═══ MATERIAL SUPPLIED

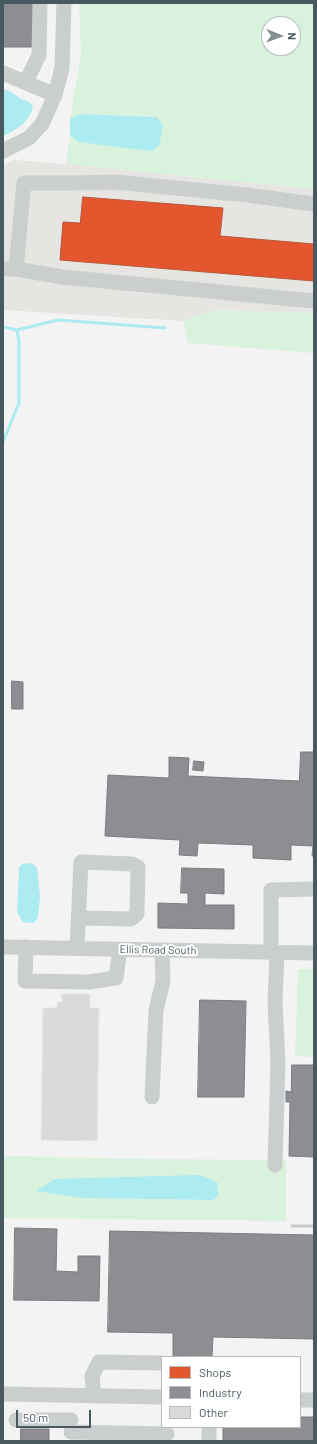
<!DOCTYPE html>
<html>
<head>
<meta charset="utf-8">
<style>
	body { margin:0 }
	#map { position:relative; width:317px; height:1444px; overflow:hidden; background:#f3f3f3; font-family:Barlow,sans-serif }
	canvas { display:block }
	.frame { position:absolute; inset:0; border:4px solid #495960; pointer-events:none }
	.legend { position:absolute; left:161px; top:1356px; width:140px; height:72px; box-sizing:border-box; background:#fff; border:1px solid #b6bdbf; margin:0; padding:5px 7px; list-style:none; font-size:12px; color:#495960 }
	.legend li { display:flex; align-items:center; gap:8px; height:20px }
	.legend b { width:20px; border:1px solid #b6bdbf }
	.north { position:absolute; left:261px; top:16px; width:40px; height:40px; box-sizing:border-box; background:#fff; border:1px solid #b6bdbf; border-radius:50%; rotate:91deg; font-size:11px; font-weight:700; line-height:16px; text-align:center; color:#495960 }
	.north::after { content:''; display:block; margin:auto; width:14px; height:18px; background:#848f93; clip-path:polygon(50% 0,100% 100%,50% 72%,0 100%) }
	.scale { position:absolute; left:16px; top:1410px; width:75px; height:18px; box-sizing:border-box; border:2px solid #495960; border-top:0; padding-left:5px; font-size:12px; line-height:14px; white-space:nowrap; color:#495960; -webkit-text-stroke:3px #fff; paint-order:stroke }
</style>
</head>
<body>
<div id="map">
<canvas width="317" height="1444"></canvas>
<div class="frame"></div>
<ul class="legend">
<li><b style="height:11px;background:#e4572e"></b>Shops</li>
<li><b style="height:11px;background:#8d8d92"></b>Industry</li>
<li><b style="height:11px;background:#d9dbdb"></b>Other</li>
</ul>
<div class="north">N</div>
<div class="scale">50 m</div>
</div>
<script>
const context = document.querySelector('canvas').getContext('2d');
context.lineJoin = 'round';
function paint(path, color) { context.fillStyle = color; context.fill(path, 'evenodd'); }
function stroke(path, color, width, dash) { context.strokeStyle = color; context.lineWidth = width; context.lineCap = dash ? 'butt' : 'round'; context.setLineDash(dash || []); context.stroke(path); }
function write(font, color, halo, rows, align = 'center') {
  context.font = font + ' Barlow,sans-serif'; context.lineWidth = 4; context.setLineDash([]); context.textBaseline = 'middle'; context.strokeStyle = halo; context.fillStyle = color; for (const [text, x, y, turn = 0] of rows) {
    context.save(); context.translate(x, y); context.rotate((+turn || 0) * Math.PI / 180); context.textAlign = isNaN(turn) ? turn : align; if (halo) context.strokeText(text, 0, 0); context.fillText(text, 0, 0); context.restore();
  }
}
paint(new Path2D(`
	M14,160L66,164L314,189V313L215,310L183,321L3,310V165Z`), '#e6e5e2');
paint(new Path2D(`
	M79,3H314V189L66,164L70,135L79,142L163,126L156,117L80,114L70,119L81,55ZM269,24H293V48H269Z
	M215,310L314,313V353L188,343L183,321Z
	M298,969H314V1057L295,1056Z
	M3,1156L137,1159L286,1160V1221L3,1218ZM36,1191L213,1200L83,1198Z`), '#d8f2de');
paint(new Path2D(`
	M3,89C10,91 13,93 18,97C23,101 29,100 33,106C30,121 17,130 3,136Z
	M80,114L157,117L163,126L159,146L152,151L79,142L70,135V119Z
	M32,863L37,868L40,897L38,917L34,923L23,922L17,912L19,868L22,864Z
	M200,1175L217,1182L218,1196L213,1200L83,1198L36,1191L55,1179Z`), '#acebf0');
const shops = new Path2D(`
	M83,197L223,208L220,236L314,244V281L60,260L63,222L80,223Z`);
paint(shops, '#e4572e');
stroke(shops, '#b6583d', 1);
const industry = new Path2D(`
	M3,3H34L33,47H3Z
	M12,681L23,682V709H12Z
	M301,752H314V856H312L313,846L291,845V860L253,858V845L198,843L197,856L179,855L180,840L105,836L108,775L169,778V757L189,758L188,776L299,781Z
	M194,761L204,762L203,771L193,770Z
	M182,868L224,869V894L205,893V905H234V929L158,928V903L188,904V893H181Z
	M200,1000L246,1001L244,1097H198Z
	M292,1065H314V1157L289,1156L290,1102H286V1091L291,1092Z
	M15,1228L57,1229L56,1271L78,1272V1256H100L99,1301L14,1300Z
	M110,1231L314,1235V1339L213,1337L212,1357L173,1356V1333L108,1332Z
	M300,1417H314V1441H223V1427H300Z
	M21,1429H49V1441H21Z`);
paint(industry, '#8d8d92');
stroke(industry, '#797d83', 1);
stroke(new Path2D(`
	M3,327L17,330L19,342V403L3,442
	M17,330L58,320L165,328`), '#acebf0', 3);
const building = new Path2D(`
	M62,994H90V1008H99L97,1141L41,1140L43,1008H57V1002H62Z`);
paint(building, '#d9dbdb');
stroke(building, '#e4e5e6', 1);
stroke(new Path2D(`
	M3,73L55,95
	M26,82L39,55L40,3
	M3,151L29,138L42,124L55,95L62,68L64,3
	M3,269H16L62,277L314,301
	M16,269L24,183H75L115,182L247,195L314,204
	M3,947L314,953
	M26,947L25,981L89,982L116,978L120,949
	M77,948L81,862L132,864L138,867L137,914L131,919L79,918
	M271,953V890L314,889
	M152,1097L156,1010L163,981L162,950
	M275,1165L278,1063L275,1002L277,953
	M3,1394L162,1397
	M94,1396L92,1376L99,1362L162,1363
	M300,1400H314
	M16,1420H71
	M71,1432L167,1434
	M209,1441V1427`), '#cacecf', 15);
stroke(new Path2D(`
	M292,1226H314`), '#c6c8c9', 3);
write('11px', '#495960', '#fff', [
	["Ellis Road South",158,950,1]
]);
</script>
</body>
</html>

══════

WHAT THE TASK ASKS: Repeat only the lines between the top of the entries above and the line containing "function stroke(path, color, width, dash)", both ends included, without the pictures.

RESULT:
<!DOCTYPE html>
<html>
<head>
<meta charset="utf-8">
<style>
	body { margin:0 }
	#map { position:relative; width:317px; height:1444px; overflow:hidden; background:#f3f3f3; font-family:Barlow,sans-serif }
	canvas { display:block }
	.frame { position:absolute; inset:0; border:4px solid #495960; pointer-events:none }
	.legend { position:absolute; left:161px; top:1356px; width:140px; height:72px; box-sizing:border-box; background:#fff; border:1px solid #b6bdbf; margin:0; padding:5px 7px; list-style:none; font-size:12px; color:#495960 }
	.legend li { display:flex; align-items:center; gap:8px; height:20px }
	.legend b { width:20px; border:1px solid #b6bdbf }
	.north { position:absolute; left:261px; top:16px; width:40px; height:40px; box-sizing:border-box; background:#fff; border:1px solid #b6bdbf; border-radius:50%; rotate:91deg; font-size:11px; font-weight:700; line-height:16px; text-align:center; color:#495960 }
	.north::after { content:''; display:block; margin:auto; width:14px; height:18px; background:#848f93; clip-path:polygon(50% 0,100% 100%,50% 72%,0 100%) }
	.scale { position:absolute; left:16px; top:1410px; width:75px; height:18px; box-sizing:border-box; border:2px solid #495960; border-top:0; padding-left:5px; font-size:12px; line-height:14px; white-space:nowrap; color:#495960; -webkit-text-stroke:3px #fff; paint-order:stroke }
</style>
</head>
<body>
<div id="map">
<canvas width="317" height="1444"></canvas>
<div class="frame"></div>
<ul class="legend">
<li><b style="height:11px;background:#e4572e"></b>Shops</li>
<li><b style="height:11px;background:#8d8d92"></b>Industry</li>
<li><b style="height:11px;background:#d9dbdb"></b>Other</li>
</ul>
<div class="north">N</div>
<div class="scale">50 m</div>
</div>
<script>
const context = document.querySelector('canvas').getContext('2d');
context.lineJoin = 'round';
function paint(path, color) { context.fillStyle = color; context.fill(path, 'evenodd'); }
function stroke(path, color, width, dash) { context.strokeStyle = color; context.lineWidth = width; context.lineCap = dash ? 'butt' : 'round'; context.setLineDash(dash || []); context.stroke(path); }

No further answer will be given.